Read the records and gather each line that includes "stream".

Stored data:
━━━━━━━━━━
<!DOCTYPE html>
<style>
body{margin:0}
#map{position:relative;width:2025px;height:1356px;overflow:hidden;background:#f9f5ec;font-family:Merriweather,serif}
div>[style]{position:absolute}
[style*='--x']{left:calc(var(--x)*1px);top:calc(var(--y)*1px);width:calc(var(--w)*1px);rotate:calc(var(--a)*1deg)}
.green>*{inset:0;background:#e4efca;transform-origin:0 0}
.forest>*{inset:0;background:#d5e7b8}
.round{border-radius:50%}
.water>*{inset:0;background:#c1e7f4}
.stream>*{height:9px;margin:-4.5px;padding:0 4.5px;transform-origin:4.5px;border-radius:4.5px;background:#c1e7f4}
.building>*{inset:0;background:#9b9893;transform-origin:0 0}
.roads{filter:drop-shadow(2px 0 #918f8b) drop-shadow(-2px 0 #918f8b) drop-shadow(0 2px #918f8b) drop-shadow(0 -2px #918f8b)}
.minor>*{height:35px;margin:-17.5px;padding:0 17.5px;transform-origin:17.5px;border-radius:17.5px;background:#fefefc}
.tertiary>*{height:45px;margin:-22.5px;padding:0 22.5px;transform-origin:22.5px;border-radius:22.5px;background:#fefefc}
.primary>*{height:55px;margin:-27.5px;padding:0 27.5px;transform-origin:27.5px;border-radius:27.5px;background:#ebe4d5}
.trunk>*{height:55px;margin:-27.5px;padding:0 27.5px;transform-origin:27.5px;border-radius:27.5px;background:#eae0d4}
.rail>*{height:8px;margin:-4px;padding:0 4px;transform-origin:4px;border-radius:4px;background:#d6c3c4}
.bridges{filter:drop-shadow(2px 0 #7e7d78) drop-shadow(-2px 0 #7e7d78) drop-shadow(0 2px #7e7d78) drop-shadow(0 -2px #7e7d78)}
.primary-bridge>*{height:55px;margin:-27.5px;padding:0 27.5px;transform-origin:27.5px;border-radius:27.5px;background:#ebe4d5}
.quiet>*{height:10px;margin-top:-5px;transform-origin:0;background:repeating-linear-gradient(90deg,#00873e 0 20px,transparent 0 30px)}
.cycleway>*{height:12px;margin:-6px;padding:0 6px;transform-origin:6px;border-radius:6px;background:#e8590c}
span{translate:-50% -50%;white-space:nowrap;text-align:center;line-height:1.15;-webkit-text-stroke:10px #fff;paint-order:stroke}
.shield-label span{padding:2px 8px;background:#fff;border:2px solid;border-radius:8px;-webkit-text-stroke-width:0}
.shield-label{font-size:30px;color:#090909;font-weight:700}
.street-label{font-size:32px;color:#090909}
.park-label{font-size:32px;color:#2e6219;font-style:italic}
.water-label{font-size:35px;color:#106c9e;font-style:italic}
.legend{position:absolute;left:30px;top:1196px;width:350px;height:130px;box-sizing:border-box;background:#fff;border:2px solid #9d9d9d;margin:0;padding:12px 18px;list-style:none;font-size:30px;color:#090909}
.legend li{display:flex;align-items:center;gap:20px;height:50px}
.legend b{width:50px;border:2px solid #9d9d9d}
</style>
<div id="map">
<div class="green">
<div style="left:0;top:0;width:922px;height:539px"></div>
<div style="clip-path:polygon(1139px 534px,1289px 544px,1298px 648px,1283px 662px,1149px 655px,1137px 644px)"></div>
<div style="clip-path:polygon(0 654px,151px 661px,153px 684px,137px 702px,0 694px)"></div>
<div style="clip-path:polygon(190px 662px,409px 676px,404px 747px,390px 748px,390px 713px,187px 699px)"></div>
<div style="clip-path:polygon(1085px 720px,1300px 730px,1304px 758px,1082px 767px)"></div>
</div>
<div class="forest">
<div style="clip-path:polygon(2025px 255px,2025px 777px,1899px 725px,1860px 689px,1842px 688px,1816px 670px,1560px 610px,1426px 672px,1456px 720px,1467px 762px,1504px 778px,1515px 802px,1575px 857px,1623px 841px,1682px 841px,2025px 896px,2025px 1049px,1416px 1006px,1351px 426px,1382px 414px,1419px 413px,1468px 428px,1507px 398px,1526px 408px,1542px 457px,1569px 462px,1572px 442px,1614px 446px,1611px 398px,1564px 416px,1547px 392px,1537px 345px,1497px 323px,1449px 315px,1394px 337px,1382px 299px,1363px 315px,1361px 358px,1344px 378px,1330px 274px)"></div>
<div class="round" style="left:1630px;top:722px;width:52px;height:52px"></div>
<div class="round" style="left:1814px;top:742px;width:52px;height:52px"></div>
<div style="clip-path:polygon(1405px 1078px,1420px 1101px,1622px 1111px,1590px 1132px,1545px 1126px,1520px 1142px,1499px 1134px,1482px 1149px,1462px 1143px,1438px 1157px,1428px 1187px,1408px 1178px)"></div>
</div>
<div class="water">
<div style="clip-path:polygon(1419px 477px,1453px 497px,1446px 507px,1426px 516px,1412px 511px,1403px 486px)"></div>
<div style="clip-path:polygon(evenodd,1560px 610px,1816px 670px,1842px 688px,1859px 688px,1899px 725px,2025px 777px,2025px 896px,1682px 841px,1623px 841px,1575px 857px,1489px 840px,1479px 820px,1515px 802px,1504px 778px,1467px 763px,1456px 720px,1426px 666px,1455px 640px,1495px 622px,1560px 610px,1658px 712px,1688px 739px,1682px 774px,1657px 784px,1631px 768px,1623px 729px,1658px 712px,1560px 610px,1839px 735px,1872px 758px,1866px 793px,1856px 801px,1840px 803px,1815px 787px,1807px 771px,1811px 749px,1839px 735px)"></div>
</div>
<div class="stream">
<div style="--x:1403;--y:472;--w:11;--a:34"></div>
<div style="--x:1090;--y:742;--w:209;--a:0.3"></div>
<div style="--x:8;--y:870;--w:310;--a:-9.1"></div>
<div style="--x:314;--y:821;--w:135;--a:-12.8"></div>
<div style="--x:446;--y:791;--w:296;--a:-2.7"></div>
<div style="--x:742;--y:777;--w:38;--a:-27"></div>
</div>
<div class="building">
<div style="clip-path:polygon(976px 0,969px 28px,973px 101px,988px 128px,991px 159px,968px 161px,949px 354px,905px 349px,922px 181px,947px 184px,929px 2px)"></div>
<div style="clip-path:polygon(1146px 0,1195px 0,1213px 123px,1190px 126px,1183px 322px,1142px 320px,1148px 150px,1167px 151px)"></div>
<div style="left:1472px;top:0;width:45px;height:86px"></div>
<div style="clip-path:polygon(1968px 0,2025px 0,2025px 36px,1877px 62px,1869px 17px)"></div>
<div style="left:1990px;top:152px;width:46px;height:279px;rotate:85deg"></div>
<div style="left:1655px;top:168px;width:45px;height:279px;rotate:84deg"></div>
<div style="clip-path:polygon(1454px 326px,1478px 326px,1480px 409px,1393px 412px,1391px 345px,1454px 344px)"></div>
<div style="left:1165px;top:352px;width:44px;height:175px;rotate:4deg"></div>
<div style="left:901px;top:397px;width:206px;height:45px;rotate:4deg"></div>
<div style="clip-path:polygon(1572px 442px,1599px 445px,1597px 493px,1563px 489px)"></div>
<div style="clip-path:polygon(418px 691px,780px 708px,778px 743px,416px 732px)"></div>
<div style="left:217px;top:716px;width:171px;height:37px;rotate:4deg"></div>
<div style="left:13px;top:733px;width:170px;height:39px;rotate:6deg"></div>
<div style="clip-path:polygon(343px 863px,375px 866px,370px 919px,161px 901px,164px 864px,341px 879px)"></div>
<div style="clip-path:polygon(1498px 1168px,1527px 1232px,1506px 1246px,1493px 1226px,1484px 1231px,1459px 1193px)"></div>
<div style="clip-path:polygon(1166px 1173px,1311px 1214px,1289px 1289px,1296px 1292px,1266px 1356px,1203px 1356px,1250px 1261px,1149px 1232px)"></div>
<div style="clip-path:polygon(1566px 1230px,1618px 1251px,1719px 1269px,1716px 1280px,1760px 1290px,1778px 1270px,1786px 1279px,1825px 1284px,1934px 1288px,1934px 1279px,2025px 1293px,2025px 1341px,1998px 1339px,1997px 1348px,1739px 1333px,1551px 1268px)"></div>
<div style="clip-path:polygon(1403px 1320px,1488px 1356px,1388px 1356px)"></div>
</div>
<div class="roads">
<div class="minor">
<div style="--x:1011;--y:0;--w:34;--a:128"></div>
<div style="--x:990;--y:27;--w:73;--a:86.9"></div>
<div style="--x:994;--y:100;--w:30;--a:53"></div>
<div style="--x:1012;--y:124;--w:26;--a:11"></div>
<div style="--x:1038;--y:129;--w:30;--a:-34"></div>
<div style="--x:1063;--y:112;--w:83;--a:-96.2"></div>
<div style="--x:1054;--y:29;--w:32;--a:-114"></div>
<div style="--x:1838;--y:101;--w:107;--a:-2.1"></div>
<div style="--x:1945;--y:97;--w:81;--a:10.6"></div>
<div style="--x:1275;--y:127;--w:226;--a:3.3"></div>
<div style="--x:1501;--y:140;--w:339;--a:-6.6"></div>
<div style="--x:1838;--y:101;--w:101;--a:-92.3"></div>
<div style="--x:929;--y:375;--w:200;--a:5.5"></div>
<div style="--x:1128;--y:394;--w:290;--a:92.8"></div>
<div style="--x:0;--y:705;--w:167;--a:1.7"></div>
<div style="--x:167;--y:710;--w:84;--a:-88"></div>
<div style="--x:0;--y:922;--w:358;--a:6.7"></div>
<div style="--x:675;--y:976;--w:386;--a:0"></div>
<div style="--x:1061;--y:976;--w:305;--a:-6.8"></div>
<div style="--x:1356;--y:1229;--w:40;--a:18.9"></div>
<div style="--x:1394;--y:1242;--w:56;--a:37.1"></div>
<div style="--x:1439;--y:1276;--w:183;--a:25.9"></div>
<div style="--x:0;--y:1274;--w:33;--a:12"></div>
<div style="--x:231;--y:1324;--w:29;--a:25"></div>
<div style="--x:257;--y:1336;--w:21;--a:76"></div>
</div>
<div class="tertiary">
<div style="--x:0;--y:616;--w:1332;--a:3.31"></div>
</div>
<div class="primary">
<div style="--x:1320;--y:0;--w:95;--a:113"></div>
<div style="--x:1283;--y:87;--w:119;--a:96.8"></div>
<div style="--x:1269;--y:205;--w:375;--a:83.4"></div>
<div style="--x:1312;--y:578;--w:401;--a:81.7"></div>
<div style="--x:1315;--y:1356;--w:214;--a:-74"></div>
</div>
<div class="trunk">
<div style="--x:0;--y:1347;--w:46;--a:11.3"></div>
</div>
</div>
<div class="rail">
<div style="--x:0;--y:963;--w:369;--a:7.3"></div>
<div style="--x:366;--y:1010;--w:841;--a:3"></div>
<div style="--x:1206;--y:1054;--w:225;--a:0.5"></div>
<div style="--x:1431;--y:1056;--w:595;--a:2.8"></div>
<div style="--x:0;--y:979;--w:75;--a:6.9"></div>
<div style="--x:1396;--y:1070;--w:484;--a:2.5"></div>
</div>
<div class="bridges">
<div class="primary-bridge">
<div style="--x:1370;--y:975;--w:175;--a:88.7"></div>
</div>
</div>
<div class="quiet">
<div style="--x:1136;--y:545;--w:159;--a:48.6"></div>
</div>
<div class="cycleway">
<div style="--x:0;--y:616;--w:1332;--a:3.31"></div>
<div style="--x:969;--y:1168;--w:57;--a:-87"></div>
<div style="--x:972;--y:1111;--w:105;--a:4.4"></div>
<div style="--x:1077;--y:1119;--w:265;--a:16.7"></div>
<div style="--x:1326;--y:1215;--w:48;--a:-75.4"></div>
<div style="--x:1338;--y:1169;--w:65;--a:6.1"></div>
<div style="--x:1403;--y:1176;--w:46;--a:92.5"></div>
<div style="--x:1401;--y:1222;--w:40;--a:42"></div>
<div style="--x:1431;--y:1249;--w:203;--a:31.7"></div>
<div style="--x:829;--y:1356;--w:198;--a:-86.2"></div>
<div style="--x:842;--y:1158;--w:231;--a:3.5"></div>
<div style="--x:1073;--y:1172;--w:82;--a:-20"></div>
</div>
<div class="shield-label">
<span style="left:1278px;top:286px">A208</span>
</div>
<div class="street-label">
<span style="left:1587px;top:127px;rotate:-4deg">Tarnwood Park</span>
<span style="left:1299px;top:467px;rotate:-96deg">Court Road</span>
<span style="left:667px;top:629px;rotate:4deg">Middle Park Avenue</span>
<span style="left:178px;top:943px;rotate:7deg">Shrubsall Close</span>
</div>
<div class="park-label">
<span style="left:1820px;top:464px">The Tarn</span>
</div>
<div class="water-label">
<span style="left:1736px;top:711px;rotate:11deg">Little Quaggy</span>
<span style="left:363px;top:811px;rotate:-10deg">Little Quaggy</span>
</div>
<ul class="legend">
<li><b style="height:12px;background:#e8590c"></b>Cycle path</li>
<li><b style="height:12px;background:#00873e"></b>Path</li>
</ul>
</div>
━━━━━━━━━━
## ANSWER SPACE
.stream>*{height:9px;margin:-4.5px;padding:0 4.5px;transform-origin:4.5px;border-radius:4.5px;background:#c1e7f4}
<div class="stream">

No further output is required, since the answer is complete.